L’objectif du jour était de rassembler tous ces acteurs pour couronner leurs efforts pour attirer l'attention sur la question du handicap et d’inviter les décideurs politiques - membres du gouvernement et parlementaires - tant nationaux et provinciaux à s'engager activement sur la voie de la ratification de la Convention et de l’adoption d’une loi organique. La table ronde a ainsi accueilli 113 participants, parmi lesquels sept ministres provinciaux des Affaires Sociales, représentant les provinces de l’Equateur, du Katanga, du Bacongo, du Kasaï Occidental, de la Province Orientale, du Maniema et du Bandundu, ainsi que des représentants d’organisations de personnes handicapées en provenance des mêmes provinces.

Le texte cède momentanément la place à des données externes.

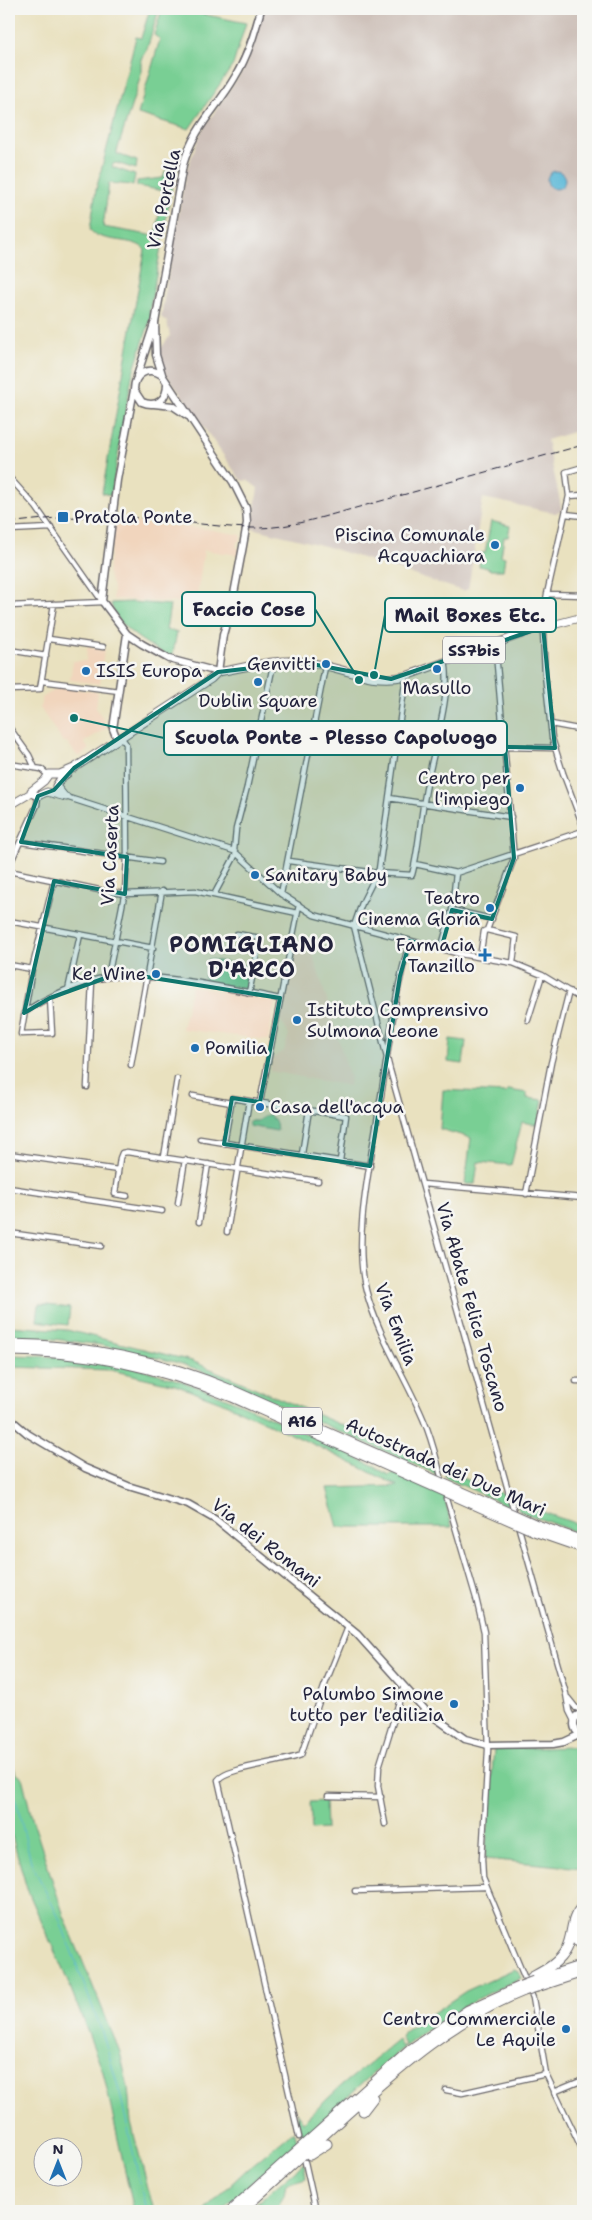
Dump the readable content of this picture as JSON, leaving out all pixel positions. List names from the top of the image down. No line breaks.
{"streets":{"highway":["A16","Autostrada dei Due Mari"],"main road":["Via Portella","SS7bis","Via dei Romani"],"street":["Via Caserta","Via Abate Felice Toscano","Via Emilia"]},"crossings":[["Via Portella","SS7bis"],["SS7bis","Via Caserta"],["Via Abate Felice Toscano","Via Emilia"]],"districts":["POMIGLIANO D'ARCO"],"places":{"transit":["Pratola Ponte"],"other":["Piscina Comunale Acquachiara","Genvitti","Masullo","ISIS Europa","Mail Boxes Etc.","Faccio Cose","Dublin Square","Scuola Ponte - Plesso Capoluogo","Centro per l'impiego","Sanitary Baby","Teatro Cinema Gloria","Ke' Wine","Istituto Comprensivo Sulmona Leone","Pomilia","Casa dell'acqua","Palumbo Simone tutto per l'edilizia","Centro Commerciale Le Aquile"],"health":["Farmacia Tanzillo"]},"north":"top"}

L'un des temps forts de cette réunion fut le discours du Chef de cabinet adjoint du ministère des Affaires Sociales, soulignant non seulement son soutien mais s’engageant aussi à inscrire la ratification et l’adoption de la loi organique à la prochaine session parlementaire de janvier 2013. Le ministère a également annoncé le lancement officiel des Etats Généraux sur la situation des personnes handicapées qui débuteront par trois ateliers de consultation avec les représentants de la société civile et des organisations de personnes en situation de handicap. Ce fut aussi l'oaccsion pour les représentants de la société civile de formuler des recommandations, notamment en vue de mettre en place un organe consultatif sur les questions liée au handicap et la vulgarisation et la diffusion plus large de l'information sur les droits des personnes handicapées. Mme Eve Bazaiba, députée, a quant à elle présenté le projet de loi organique, couvrant plusieurs aspects de la problématique du handicap.

Pour Handicap International, cette table ronde fut une opportunité pour attirer l’attention sur un double défi. « Il est impératif que tous les acteurs impliqués sur la question du handicap travaillent ensemble pour une plus grande efficacité et une meilleure coordination de leurs actions. Il y a une nécessité de sensibiliser un nombre important de décideurs politiques afin d’obtenir leur adhésion massive à la cause du handicap, et de les convaincre du bienfondé de la ratification et de l’adoption d’instruments juridiques nationaux et internationaux destinés à assurer la protection et la promotion des droits des personnes vivant avec un handicap » explique Catherine Stubbe, directrice du programme de Handicap International au Congo.

Les choses seraient-elles occuper de changer pour les personnes handicapées de RDC ? Le mouvement semble lancé, puisque le 29 novembre, le ministère des Affaires Sociales a annoncé qu'il déposerait une proposition de loi concernant la ratification de la Convention des Nations unies relative aux droits de la personne handicapée au prochain Conseil des ministres. Un premier résultat très concret qui réjouit Handicap International et ses partenaires.